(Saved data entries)
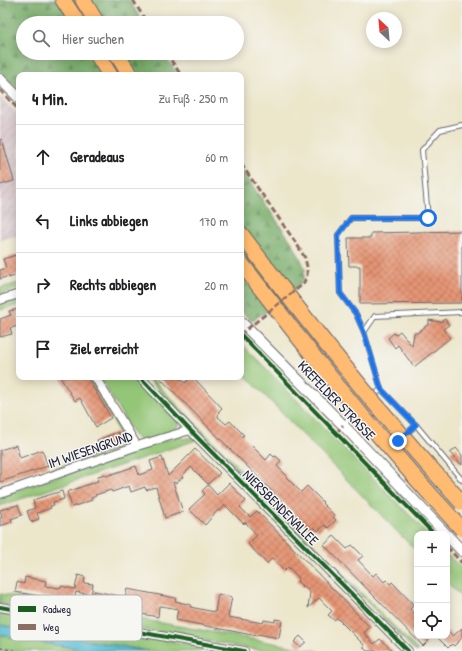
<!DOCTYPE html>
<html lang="de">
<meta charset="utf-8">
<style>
:root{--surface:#fff;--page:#f6f6f6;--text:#202124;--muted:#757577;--line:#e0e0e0}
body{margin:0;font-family:"Patrick Hand",sans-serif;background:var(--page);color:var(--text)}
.controls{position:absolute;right:12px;bottom:12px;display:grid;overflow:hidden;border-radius:8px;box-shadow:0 2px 10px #0003}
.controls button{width:36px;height:36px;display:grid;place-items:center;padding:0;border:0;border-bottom:1px solid var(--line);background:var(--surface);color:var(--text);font:20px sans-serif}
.compass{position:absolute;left:366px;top:12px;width:36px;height:36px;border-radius:50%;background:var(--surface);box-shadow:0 2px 10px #0003;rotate:334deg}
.stop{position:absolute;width:12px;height:12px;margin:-9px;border:3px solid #1a73e8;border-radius:50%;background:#fff}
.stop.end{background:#1a73e8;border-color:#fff;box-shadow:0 1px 4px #0008}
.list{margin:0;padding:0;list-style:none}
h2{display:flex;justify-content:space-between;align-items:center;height:52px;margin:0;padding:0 16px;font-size:17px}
h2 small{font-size:13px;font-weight:400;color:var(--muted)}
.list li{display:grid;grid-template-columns:26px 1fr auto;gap:12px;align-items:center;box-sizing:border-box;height:64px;padding:0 16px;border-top:1px solid var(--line)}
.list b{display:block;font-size:15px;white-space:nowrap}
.list em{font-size:13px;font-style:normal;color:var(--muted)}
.icon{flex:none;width:22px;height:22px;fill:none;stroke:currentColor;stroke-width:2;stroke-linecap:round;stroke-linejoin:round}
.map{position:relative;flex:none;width:462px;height:651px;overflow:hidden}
.search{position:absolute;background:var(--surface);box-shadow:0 2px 10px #0003;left:16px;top:16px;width:228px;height:44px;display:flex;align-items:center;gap:10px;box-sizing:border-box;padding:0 14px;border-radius:22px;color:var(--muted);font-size:15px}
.panel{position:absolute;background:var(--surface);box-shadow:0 2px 10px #0003;left:16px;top:72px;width:228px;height:308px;border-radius:8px}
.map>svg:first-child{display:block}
.industrial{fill:url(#industrial-furrows)}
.green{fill:#94c677;stroke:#5b7459}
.forest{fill:url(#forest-firs);stroke:#4c6652}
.water{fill:#54bbd2;stroke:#3b6e86}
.building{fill:url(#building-cross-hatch)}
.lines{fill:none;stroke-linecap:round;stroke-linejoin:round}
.service-casing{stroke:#69676d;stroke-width:6}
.minor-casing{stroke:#69676d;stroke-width:10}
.tertiary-casing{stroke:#69676d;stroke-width:12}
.motorway-casing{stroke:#69676d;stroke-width:17}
.path{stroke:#69676d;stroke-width:1.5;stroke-dasharray:3 3;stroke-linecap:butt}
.service{stroke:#fff;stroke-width:4}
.minor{stroke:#fff;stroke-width:8}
.tertiary{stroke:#fff;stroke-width:10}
.motorway{stroke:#ffbb71;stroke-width:15}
.motorway-bridge-casing{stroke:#69676d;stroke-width:17;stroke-linecap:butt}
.motorway-bridge{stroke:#ffbb71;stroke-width:15}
.quiet{stroke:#8d6e63;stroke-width:3;stroke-dasharray:6 3;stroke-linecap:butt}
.cycleway-casing{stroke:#f6f6f2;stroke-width:6}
.cycleway{stroke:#1b5e20;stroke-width:4}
.route{stroke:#1a73e8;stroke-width:5}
.labels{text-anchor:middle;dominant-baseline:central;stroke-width:3;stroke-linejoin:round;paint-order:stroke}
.street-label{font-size:14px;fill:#22223b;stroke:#f6f6f2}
.key{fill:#f6f6f2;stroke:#b6b6bb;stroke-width:1}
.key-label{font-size:11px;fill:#22223b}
</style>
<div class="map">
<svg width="462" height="651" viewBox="0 0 462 651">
<defs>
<pattern id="industrial-furrows" width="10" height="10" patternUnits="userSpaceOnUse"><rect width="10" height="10" fill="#d2bec4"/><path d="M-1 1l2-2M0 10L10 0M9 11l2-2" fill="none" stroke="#b4a3a9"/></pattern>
<pattern id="forest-firs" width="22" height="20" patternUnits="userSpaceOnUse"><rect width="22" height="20" fill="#77ab68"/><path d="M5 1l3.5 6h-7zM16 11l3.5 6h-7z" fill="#618b57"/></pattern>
<pattern id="building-cross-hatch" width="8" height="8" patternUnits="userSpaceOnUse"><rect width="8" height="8" fill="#e59574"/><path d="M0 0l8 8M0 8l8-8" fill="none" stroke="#b97960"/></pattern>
</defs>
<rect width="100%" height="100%" fill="#f6f6f2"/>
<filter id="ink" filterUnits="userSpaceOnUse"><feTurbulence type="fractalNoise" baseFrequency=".025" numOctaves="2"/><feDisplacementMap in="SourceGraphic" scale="8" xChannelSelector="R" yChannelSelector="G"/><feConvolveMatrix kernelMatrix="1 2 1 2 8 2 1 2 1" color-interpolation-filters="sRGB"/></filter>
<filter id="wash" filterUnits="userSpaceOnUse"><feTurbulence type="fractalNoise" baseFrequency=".012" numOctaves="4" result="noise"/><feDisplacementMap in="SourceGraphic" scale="16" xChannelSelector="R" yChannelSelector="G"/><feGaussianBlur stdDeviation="0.9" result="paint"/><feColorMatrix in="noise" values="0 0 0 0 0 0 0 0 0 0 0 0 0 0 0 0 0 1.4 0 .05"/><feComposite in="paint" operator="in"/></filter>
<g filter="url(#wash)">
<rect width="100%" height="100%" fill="#ece6cb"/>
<path class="industrial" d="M0,97l19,19v119l-19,5z"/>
<g class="green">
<path d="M19,283v5l-19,6v-6z"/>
<path d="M19,299v6l-19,5v-5z"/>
<path d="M241,343l187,191h-11v18l-176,-181z"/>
<path d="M88,377h4l38,66v3l-130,43v-3l123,-40 -8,-22z"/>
<path d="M100,377h36l41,43 3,4 -5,7 -31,10 -5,-1 -5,-5z"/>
<path d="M146,377h4l268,274h-3z"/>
<path d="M182,435l1,4 10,-2 3,3 -196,66v-10z"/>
<path d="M447,554l15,15v29l-15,-16z"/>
<path d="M0,594l318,57h-54l-264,-47z"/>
<path d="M0,610l227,41h-79l-148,-26z"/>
<path d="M0,635l91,16h-91z"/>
</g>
<g class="forest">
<path d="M0,0h129l14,23h-120v30h140l15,22h-159v15l-19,-19z"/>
<path d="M241,169l52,75 12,24 -1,10 -5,7 -35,28 -13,8 -10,-10z"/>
</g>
<path class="water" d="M0,625l148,26h-57l-91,-16z"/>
<g id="blocks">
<g class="building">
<path d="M2,139l12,42 -14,4v-45z"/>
<path d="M462,231v72l-102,1v-38h-11l-1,-28h23v-5z"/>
<path d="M19,254v20l-10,4v-2l-9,3v-9l6,-2 -3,-9z"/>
<path d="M19,309v17l-9,2 2,6 -12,3v-18l11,-4 -2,-4z"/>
<path d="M445,319l4,6 -6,4 7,9 -36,29 -16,-22 -3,3 -7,-10 6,-5 1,2 5,-4 12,15 2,-13h3l9,-7 3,-2v-4l12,2z"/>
<path d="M60,377h27l24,41 -15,9 -16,-29 -5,3z"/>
<path d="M159,377h20l6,6 6,-6h2l29,31 -3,3 -1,6 8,7 4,-3 14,14 -2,1 24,24 5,-6 3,3 2,-1 5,5 -4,5 10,10 -1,1 15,15 6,-6 16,16 -1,1 12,12 -1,2 3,3 -8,8 -3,-3 -7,6 -4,-4 -3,4z"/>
<path d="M118,432l3,10 -21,6 -3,-8z"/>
<path d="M16,445l4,13 22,-8 6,16 -48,16v-32z"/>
<path d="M456,448l6,7v10l-12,-12z"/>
<path d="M195,449l25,24 -12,11 -17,-17 -8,8v2l-7,6 -3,-1 10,30 -18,6 -9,-31 -10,3 -1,-3 -14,5 -2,-6 -17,6 -1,-2 -16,5 1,1 -5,2 1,2 -20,7 -5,-15 31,-11 -1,-2 1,-1v-2l7,-2 1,2 30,-10 3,9 14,-5 -3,-9 12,-4 6,19z"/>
<path d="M229,483l17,18 -6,6 10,10 7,-6 113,116 -6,6 10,11 6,-5 13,12h-26l-3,-3v-3l-27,-27 -3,2 -6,-5 4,-4 -13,-13 -11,10 2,-15 -5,-6h-2l-6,-6 2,-3 -11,-11 -4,4 -12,-13 -5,6 -19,-20 9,-9 -12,-13 -1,2 -19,-19 -5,6 -2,-1 -13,15 -16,-16 16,-15 -3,-3 6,-6 9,10z"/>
<path d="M62,491l2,8 -11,3 1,3 -4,1 1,2 -14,5 2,6 -8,3 -4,-11 8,-3 -2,-8z"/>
<path d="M18,505l4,10 -11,4 1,3 -12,4v-8l2,-1 -2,-7z"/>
<path d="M334,536l13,13 5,-4 11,11 -5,4 15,16 3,-3 8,9 2,-2 4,4 2,-2 22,23 -4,4 7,7v20h16l-10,10 -99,-101z"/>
<path d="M78,575l7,2 -1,6 9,1 -2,11 -15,-3 -2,10 -59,-10 2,-10 7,2 1,-7 21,4 -1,5 15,2 1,-2 14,3z"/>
<path d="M127,589l49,9 -1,3 16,4 -1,2 25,5 3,-18 14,3 -4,20 35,6 1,-3 11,2v-3l7,1 -3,18 -22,-4v2l-81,-16 2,-11 -11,-2 -8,-1 -1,11 -66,-12 2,-14 31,6z"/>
<path d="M462,628v10l-8,8 -2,-2 -4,4 -12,-12h11v-6l6,6z"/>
<path d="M300,636l6,6 -6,5 -6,-5z"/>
</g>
</g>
</g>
<g filter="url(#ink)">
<use href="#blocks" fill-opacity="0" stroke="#69676d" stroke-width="1"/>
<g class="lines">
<g class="service-casing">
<g id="service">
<path d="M364,332l11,-16 87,-4"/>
<path d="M381,389l35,36 46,55"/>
<path d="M374,396l7,-7 -17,-57 -8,-18 -16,-21 -2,-58 13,-17h77l-6,-68 18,-20 22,-5"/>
<path d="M343,425l12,-12"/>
<path d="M406,434l10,-9"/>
</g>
</g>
<g class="minor-casing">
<g id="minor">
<path d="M0,300l19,-6"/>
<path d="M95,377l42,69"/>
<path d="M140,377l50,53 218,221"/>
<path d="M0,494l137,-48 53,-16"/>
<path d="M0,607l244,44"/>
</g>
</g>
<g class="tertiary-casing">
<g id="tertiary">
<path d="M0,79l19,19"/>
<path d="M241,322l102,103 103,109"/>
<path d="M447,535l15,16"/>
</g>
</g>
<g class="motorway-casing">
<g id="motorway">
<path d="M63,0l15,23"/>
<path d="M83,0l14,23"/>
<path d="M96,53l14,22"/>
<path d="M116,53l14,22"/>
<path d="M241,234l41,54"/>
<path d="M241,263l28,36"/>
</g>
</g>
<path class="path" d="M0,648l18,3"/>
<use href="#service" class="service"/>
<use href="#minor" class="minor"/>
<use href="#tertiary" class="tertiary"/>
<use href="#motorway" class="motorway"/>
<g class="motorway-bridge-casing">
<g id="motorway-bridge">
<path d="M282,288c57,74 117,146 180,215"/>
<path d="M269,299c61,80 125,157 193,230"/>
</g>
</g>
<use href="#motorway-bridge" class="motorway-bridge"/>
<g class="quiet">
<path d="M133,0l14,23"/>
<path d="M166,53l15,22"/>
<path d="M0,90l19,20"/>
<path d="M241,164l57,82 7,12 2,9v8l-2,5 -2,4 -62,50"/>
<path d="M336,433l7,-8"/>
<path d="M447,547l15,16"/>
</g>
<g class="cycleway-casing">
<g id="cycleway">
<path d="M241,335l193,199"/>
<path d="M140,377l50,53 218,221"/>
<path d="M0,607l244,44"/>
</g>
</g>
<use href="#cycleway" class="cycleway"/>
</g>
</g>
<g class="lines" filter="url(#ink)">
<path class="route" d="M398,441l18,-16 -35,-36 -17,-57 -8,-18 -16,-21 -2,-58 13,-17h77"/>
</g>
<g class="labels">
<g class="street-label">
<text transform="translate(337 400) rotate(46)">KREFELDER STRASSE</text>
<text transform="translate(90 449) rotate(-19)">IM WIESENGRUND</text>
<text transform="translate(281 507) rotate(45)">NIERSBENDENALLEE</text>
</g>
</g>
<rect x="10" y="595" width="132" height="46" rx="6" class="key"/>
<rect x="18" y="606" width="18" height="6" fill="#1b5e20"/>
<rect x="18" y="624" width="18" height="6" fill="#8d6e63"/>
<g class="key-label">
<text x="43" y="613">Radweg</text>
<text x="43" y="631">Weg</text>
</g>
</svg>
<div class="controls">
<button>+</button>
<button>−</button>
<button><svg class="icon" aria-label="locate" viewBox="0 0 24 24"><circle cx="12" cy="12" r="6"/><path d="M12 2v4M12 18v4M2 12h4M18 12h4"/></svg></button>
</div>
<svg class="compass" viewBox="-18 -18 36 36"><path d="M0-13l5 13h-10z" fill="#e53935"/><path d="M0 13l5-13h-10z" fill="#757577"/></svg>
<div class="stop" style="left:428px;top:218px"></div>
<div class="stop end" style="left:398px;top:441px"></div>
<div class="search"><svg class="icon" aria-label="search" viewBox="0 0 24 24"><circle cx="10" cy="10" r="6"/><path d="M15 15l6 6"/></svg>Hier suchen</div>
<section class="panel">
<h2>4 Min.<small>Zu Fuß · 250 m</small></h2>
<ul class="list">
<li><svg class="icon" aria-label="ahead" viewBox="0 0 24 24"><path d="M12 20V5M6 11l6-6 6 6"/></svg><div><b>Geradeaus</b></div><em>60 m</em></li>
<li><svg class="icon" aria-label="left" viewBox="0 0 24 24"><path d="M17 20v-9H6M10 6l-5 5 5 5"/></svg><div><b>Links abbiegen</b></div><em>170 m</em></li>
<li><svg class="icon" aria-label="right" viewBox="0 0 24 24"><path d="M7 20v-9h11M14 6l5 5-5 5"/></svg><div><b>Rechts abbiegen</b></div><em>20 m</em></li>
<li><svg class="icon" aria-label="arrive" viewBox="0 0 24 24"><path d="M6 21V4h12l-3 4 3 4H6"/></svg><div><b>Ziel erreicht</b></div></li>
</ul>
</section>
</div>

▸ Work task
Considering each line of the records on its own, count those that contain "list" and give only that number.

▸ Completed exercise
5